Au centre de l’intrigue de Maître de la matière, deux personnages, Hiroshi et Charlotte, qui ne vont cesser de se croiser au fil des années. Lui, japonais, est un frêle garçonnet suffisamment doué de ses mains (et de sa tête) pour construire tout ce qu’il veut, et a eu une idée pour rendre riche tout le monde. Elle, française, est la fille d’un ambassadeur pourvue du don de connaître le passé des objets en les touchant. Agés de dix ans, et alors que leur milieu respectif les oppose, ils se rencontrent à l’ambassade de France à Tokyo avant de se perdre de vue… et de se retrouver fortuitement à Boston, sur les campus du MIT et de Harvard. Tandis que Charlotte, étudiante en archéologie, continue d’évoluer dans les hautes sphères, Hiroshi trace son sillon dans la robotique. Ils se perdent à nouveau, mais se retrouvent une nouvelle fois sur une île de l’océan Arctique, au nord de la Sibérie, où vient d’avoir lieu un phénomène inexplicable dans l’état actuel des technologies…
L’idée géniale qu’a eu Hiroshi à l’âge de dix ans, c’est de créer des robots pour effectuer toutes les tâches pénibles. Avec le temps, il a développé son concept et tente de créer des essaims de nanorobots auto-réplicants. Pour devenir, non pas maître de l’univers, mais maître de la matière. Sans succès. Et voilà que sur cette île glacée, Charlotte et une équipe de climatologues ont mis à jour quelque chose qui s’apparente aux travaux d’Hiroshi. Sauf que ce dernier n’y est pour rien… Et que ce quelque chose, d’origine inconnue, se révèle terriblement dangereux.

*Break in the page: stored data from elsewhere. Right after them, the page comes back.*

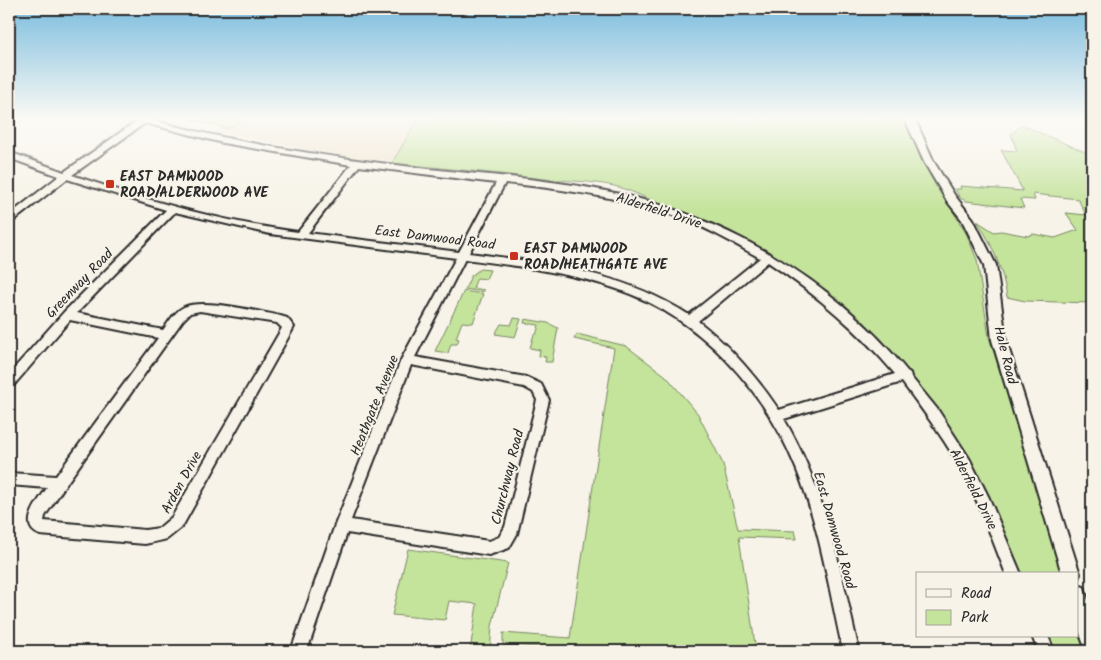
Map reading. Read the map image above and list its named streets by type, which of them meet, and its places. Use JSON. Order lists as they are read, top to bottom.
{
  "streets": {
    "street": [
      "Alderfield Drive",
      "East Damwood Road",
      "Greenway Road",
      "Hale Road",
      "Heathgate Avenue",
      "Churchway Road",
      "Arden Drive"
    ]
  },
  "crossings": [
    ["Alderfield Drive", "Heathgate Avenue"],
    ["East Damwood Road", "Greenway Road"],
    ["East Damwood Road", "Heathgate Avenue"],
    ["Heathgate Avenue", "Churchway Road"]
  ],
  "places": {
    "transit": ["EAST DAMWOOD ROAD/ALDERWOOD AVE", "EAST DAMWOOD ROAD/HEATHGATE AVE"]
  },
  "legend": ["Road", "Park"]
}
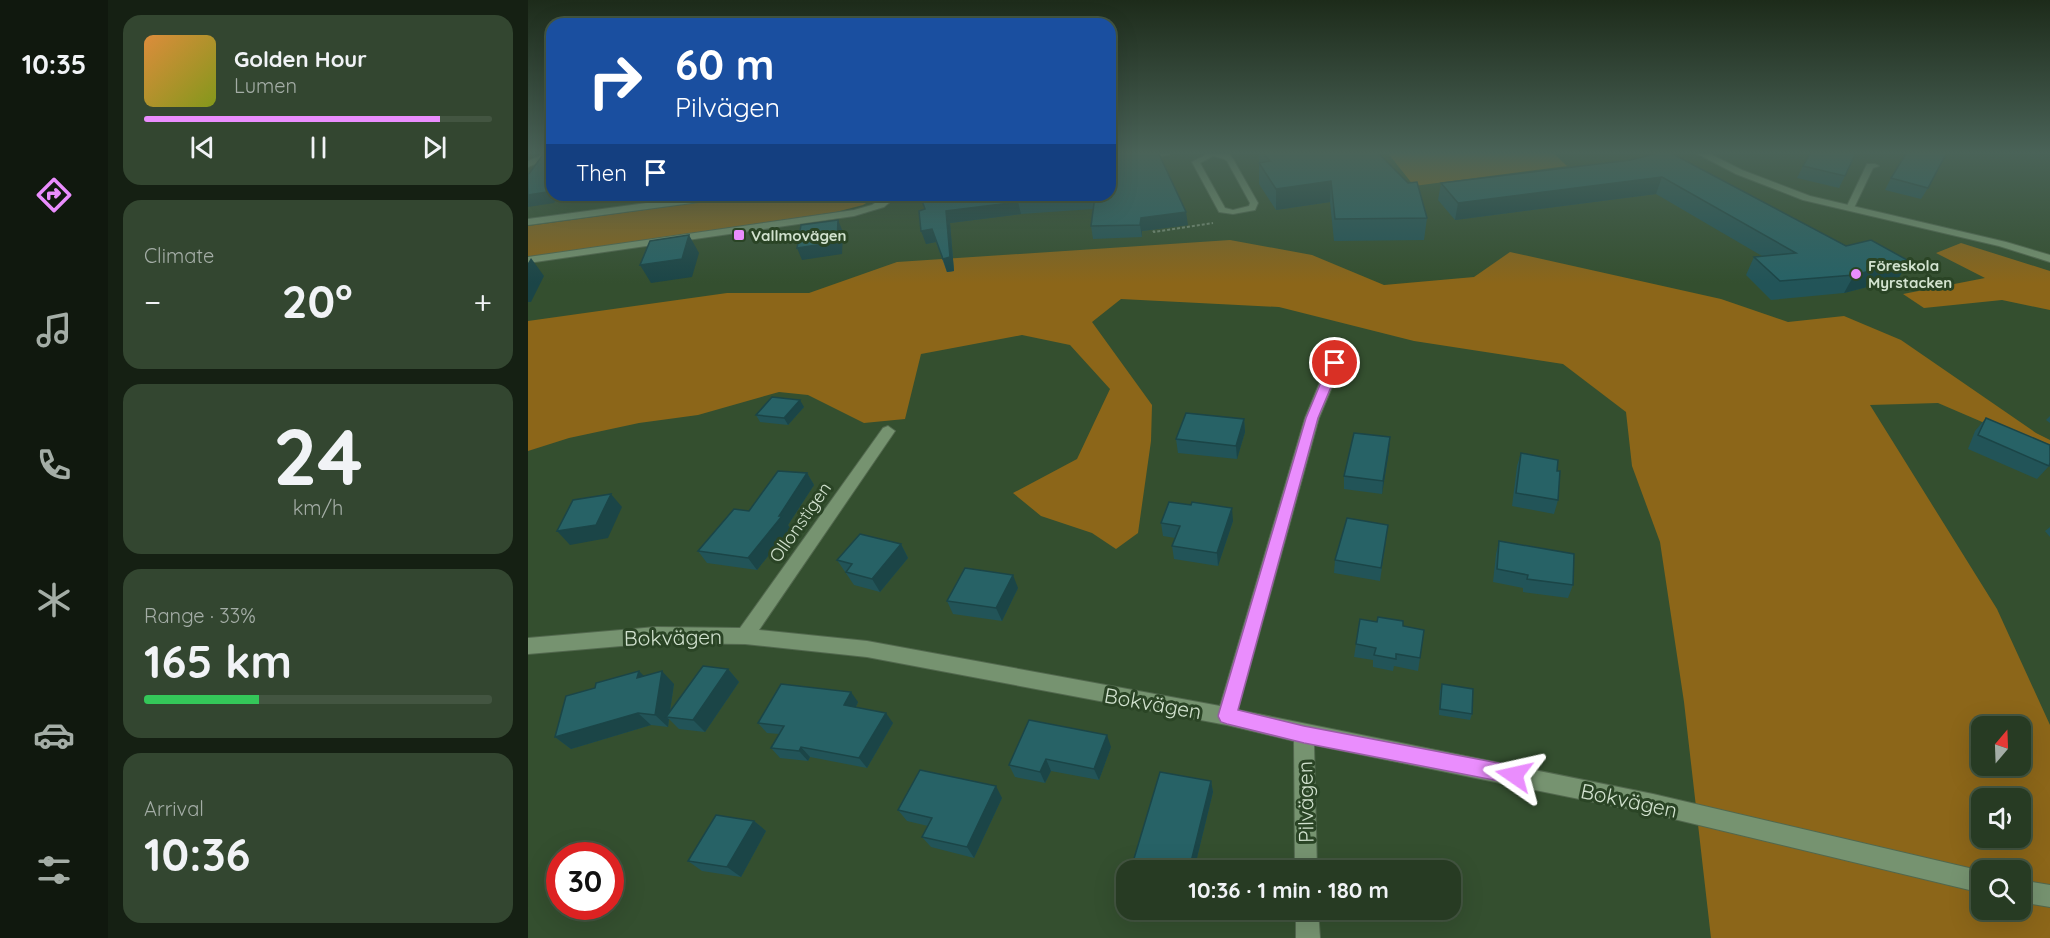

L’histoire se déroulant sur une vingtaine d’années et plusieurs continents, la pose des jalons occupe tout de même les deux premiers tiers du récit, et il faut donc attendre le dernier pour que le roman décolle enfin. Néanmoins, les lecteurs s’attendant à être propulsé dans la stratosphère en seront pour leur frais. Comme avec ses précédents thrillers, Andreas Eschbach garde les pieds sur Terre et ne se focalise pas sur les thèmes proprement science-fictifs ou prospectifs (le voyage dans le temps pour Jésus Vidéo, l’après-pétrole pour En panne sèche). On peut en éprouver quelques regrets, car les perspectives entrouvertes sur l’avenir, la vie dans l’univers et la lointaine préhistoire humaine sont des plus passionnantes, et auraient sûrement mérité de plus amples développements. Au lieu de quoi, notre auteur a choisi de centrer son roman sur les personnages — surtout Hiroshi, délaissant quelque peu Charlotte et son étonnant don. Et là où les protagonistes de textes comme Jésus Vidéo ou Le Dernier de son espèce manquaient parfois d’un soupçon de naturel, ceux de Maître de la matière sonnent juste. De telle sorte que les chassés-croisés amoureux, prépondérants dans la première partie du roman, parviennent à ne pas lasser. Sans omettre des pistes de réflexion sur la richesse, les (in)égalités et les atavismes humains. Jamais plombant malgré son pessimisme certain, Maître de la matière se dévore d’une traite. Bref, une lecture hautement recommandable.